_TASK DIRECTIONS_
Quote the lines from the line holding "<b>06:39</b>" to the very end of the listing, exactly, and no others.

++++++++

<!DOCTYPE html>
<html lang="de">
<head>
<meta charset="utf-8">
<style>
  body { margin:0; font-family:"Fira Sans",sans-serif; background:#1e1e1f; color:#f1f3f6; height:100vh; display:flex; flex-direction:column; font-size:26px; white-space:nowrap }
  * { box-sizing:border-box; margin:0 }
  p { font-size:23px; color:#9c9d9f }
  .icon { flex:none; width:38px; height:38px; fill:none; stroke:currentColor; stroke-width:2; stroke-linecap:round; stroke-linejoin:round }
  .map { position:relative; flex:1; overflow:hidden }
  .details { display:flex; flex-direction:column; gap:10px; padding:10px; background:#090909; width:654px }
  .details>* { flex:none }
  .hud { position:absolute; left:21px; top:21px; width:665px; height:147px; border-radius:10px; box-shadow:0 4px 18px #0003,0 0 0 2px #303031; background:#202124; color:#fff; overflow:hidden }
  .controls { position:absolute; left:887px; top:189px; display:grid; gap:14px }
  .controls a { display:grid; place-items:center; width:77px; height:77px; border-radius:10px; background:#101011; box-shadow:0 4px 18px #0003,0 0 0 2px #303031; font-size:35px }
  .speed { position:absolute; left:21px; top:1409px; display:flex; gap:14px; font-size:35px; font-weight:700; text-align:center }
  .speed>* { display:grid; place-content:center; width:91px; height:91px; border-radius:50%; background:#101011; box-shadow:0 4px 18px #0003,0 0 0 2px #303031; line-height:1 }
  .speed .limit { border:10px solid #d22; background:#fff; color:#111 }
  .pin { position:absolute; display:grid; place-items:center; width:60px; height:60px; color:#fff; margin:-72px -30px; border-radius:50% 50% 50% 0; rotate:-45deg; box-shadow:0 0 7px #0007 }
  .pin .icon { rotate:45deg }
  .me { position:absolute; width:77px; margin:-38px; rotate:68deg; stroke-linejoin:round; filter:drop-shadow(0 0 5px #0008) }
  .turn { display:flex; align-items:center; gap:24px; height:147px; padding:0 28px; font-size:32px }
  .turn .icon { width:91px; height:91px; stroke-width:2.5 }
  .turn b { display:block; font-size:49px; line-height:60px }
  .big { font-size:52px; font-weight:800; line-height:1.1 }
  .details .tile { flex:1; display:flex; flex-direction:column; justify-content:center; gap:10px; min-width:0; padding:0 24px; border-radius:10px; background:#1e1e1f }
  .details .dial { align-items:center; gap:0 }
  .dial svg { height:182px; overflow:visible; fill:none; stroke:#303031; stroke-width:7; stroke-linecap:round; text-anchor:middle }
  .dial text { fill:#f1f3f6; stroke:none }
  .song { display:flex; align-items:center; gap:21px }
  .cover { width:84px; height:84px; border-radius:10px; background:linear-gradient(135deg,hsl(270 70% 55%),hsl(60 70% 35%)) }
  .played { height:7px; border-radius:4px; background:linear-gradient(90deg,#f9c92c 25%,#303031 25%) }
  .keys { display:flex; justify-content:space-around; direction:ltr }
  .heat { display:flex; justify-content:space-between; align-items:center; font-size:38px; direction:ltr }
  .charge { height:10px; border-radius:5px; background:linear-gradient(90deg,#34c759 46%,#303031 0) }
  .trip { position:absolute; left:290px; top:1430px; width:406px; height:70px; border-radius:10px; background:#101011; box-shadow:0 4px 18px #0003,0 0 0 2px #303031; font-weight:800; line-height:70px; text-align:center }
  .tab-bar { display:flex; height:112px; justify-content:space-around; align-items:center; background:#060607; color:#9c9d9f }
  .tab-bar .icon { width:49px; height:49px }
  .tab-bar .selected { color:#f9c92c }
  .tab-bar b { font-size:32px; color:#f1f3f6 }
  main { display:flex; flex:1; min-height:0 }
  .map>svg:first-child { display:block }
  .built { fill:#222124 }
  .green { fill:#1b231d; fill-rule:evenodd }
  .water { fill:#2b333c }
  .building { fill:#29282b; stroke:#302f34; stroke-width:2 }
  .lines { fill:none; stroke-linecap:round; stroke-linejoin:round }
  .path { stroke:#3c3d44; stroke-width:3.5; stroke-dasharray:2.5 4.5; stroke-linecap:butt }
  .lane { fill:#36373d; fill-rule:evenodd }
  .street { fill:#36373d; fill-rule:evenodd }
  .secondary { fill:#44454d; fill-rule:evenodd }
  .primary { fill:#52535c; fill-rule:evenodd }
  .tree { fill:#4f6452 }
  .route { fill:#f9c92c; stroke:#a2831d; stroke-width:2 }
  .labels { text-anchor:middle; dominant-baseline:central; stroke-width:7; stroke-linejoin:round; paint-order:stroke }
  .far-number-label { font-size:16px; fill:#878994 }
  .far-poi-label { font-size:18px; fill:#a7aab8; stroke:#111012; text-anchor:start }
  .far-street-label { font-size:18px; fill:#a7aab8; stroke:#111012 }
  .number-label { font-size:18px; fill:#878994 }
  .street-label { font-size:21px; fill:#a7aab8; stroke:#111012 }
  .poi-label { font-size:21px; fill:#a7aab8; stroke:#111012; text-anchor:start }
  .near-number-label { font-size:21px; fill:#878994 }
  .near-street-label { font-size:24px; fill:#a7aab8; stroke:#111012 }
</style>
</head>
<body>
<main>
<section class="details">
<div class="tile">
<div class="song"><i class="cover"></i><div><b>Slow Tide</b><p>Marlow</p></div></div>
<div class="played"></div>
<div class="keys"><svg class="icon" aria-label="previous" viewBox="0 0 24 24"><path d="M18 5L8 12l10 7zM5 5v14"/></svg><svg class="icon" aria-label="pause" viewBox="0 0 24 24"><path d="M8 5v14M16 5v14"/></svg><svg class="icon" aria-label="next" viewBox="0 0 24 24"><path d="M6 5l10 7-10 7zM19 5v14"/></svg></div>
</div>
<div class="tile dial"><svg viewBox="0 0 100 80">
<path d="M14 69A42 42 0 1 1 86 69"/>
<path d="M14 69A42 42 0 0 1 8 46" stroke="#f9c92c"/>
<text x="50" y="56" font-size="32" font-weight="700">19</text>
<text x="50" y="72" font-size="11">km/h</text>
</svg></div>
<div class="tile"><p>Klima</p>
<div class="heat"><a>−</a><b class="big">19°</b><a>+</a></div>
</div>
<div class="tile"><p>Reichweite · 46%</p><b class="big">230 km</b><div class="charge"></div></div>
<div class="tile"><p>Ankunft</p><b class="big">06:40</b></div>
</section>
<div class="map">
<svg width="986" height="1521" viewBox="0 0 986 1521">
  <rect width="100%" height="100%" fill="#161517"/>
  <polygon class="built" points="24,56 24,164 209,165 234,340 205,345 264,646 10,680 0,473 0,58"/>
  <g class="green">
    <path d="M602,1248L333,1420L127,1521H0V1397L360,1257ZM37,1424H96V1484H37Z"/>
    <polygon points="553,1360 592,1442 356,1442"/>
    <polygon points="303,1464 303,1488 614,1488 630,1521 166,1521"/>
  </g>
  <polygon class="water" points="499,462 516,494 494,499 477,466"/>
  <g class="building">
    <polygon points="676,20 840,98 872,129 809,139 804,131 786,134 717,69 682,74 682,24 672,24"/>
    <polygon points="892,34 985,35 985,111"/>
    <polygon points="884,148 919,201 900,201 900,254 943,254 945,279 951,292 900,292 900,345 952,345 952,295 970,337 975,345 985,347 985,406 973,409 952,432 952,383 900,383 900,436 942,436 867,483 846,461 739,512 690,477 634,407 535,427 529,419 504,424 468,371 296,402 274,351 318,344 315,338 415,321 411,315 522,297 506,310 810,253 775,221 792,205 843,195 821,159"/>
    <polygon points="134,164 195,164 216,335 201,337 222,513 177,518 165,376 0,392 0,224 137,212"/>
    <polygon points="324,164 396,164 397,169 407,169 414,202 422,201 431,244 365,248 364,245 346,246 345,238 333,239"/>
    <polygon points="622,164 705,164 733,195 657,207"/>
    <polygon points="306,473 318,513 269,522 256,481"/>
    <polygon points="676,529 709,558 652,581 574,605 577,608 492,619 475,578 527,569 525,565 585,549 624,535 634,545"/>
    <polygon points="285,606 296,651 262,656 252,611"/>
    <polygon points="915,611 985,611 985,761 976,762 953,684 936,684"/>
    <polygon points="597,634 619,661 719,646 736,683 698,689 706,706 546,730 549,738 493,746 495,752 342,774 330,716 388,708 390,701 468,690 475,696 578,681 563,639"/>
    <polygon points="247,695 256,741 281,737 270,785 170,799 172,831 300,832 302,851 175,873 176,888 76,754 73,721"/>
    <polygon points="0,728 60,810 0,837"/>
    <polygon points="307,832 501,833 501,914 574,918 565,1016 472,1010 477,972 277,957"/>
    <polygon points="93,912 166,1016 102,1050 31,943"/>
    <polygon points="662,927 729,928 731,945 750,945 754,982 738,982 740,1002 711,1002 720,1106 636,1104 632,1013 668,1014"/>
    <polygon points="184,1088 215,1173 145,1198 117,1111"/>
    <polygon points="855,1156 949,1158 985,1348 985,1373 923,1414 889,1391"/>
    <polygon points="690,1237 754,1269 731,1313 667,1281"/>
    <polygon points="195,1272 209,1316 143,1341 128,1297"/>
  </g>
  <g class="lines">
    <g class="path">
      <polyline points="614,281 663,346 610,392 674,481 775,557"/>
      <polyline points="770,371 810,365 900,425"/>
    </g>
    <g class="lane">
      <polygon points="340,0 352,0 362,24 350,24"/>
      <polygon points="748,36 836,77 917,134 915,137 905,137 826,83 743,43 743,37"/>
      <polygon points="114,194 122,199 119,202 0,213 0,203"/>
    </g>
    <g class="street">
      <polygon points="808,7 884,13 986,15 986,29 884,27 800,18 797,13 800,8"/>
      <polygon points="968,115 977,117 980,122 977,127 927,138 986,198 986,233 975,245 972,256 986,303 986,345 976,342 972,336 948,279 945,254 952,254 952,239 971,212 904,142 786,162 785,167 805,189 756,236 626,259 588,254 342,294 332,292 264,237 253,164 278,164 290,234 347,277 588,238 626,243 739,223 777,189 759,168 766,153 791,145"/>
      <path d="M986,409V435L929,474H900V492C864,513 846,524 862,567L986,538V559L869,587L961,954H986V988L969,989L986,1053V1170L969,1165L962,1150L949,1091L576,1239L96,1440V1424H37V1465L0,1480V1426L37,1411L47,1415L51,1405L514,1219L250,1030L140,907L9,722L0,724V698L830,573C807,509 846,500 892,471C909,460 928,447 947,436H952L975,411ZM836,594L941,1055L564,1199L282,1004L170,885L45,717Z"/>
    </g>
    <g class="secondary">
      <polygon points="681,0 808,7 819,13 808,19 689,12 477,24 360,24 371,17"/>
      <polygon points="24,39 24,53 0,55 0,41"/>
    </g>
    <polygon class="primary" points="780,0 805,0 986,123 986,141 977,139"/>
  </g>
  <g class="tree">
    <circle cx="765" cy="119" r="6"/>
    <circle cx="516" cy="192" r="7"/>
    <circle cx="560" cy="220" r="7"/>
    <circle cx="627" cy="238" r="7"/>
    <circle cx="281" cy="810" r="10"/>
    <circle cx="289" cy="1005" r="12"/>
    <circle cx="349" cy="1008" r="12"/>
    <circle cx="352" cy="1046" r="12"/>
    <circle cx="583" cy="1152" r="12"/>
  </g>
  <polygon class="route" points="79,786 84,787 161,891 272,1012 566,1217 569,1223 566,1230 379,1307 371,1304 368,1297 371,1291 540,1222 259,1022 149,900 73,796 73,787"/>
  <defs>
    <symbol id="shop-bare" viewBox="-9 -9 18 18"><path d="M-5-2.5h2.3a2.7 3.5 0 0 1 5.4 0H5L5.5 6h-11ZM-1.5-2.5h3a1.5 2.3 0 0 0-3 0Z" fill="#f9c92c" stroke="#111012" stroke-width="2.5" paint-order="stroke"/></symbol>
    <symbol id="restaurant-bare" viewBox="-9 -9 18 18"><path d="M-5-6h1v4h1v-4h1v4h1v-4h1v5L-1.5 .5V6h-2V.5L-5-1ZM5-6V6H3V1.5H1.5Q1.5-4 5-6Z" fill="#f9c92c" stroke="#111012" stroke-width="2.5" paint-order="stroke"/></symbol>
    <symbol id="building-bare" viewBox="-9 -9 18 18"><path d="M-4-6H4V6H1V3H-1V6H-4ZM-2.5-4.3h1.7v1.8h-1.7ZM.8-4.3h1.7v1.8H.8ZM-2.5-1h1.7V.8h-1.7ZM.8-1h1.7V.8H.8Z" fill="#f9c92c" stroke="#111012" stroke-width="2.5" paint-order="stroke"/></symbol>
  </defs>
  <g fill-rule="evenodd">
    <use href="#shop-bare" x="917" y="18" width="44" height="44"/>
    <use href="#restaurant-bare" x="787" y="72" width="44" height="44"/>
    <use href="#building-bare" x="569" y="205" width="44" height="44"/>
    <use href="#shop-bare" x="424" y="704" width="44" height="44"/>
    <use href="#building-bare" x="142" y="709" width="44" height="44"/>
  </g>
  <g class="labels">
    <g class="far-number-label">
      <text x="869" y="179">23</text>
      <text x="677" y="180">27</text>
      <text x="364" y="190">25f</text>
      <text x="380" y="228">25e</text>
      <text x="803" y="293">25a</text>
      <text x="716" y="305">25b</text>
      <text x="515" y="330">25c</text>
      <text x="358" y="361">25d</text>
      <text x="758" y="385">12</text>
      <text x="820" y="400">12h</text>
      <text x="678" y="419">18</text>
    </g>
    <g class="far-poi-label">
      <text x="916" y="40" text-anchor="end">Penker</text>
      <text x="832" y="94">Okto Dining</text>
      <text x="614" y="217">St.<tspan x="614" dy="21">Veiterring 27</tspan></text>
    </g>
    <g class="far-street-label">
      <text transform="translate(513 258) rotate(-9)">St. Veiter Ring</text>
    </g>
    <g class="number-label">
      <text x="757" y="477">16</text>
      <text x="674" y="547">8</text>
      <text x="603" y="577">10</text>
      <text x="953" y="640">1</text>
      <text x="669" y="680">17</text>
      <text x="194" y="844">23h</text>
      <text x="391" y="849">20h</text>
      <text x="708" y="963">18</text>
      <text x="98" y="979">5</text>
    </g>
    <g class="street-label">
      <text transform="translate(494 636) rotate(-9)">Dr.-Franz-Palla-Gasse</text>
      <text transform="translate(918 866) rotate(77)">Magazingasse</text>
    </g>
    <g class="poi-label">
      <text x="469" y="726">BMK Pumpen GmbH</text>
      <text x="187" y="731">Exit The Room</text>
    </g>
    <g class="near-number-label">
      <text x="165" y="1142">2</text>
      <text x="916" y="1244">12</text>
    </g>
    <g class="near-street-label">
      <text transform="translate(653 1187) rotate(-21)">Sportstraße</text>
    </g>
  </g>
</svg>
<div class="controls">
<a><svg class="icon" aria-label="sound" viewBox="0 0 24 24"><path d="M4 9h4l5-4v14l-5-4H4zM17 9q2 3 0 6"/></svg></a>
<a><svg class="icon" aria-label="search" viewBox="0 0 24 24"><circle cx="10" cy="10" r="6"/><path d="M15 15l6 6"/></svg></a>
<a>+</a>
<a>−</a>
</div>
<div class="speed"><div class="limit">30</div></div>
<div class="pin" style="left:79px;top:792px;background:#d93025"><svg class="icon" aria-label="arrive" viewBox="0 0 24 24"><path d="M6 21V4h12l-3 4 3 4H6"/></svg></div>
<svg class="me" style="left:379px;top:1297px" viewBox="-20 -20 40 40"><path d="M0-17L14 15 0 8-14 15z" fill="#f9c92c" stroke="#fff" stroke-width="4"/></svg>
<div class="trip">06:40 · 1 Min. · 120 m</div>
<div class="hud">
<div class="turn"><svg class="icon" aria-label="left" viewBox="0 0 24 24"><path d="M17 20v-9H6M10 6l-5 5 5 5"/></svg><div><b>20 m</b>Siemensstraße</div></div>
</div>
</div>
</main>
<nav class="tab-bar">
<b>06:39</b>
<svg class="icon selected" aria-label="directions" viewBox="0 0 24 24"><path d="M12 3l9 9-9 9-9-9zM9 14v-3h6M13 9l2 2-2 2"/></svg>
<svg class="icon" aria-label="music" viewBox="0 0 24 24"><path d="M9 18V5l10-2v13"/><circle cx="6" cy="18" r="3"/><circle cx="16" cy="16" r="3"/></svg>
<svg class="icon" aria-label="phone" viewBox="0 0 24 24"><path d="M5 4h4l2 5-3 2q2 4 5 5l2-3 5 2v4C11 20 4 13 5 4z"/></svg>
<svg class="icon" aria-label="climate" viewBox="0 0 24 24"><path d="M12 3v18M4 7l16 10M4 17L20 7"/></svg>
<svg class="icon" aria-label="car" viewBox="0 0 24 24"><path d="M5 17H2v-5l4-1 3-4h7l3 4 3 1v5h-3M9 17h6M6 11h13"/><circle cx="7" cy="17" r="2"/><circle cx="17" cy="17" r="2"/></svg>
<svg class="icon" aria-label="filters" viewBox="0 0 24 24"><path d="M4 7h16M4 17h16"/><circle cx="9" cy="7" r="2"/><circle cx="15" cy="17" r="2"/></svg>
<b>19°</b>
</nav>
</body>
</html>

++++++++

_TASK SOLUTION_
<b>06:39</b>
<svg class="icon selected" aria-label="directions" viewBox="0 0 24 24"><path d="M12 3l9 9-9 9-9-9zM9 14v-3h6M13 9l2 2-2 2"/></svg>
<svg class="icon" aria-label="music" viewBox="0 0 24 24"><path d="M9 18V5l10-2v13"/><circle cx="6" cy="18" r="3"/><circle cx="16" cy="16" r="3"/></svg>
<svg class="icon" aria-label="phone" viewBox="0 0 24 24"><path d="M5 4h4l2 5-3 2q2 4 5 5l2-3 5 2v4C11 20 4 13 5 4z"/></svg>
<svg class="icon" aria-label="climate" viewBox="0 0 24 24"><path d="M12 3v18M4 7l16 10M4 17L20 7"/></svg>
<svg class="icon" aria-label="car" viewBox="0 0 24 24"><path d="M5 17H2v-5l4-1 3-4h7l3 4 3 1v5h-3M9 17h6M6 11h13"/><circle cx="7" cy="17" r="2"/><circle cx="17" cy="17" r="2"/></svg>
<svg class="icon" aria-label="filters" viewBox="0 0 24 24"><path d="M4 7h16M4 17h16"/><circle cx="9" cy="7" r="2"/><circle cx="15" cy="17" r="2"/></svg>
<b>19°</b>
</nav>
</body>
</html>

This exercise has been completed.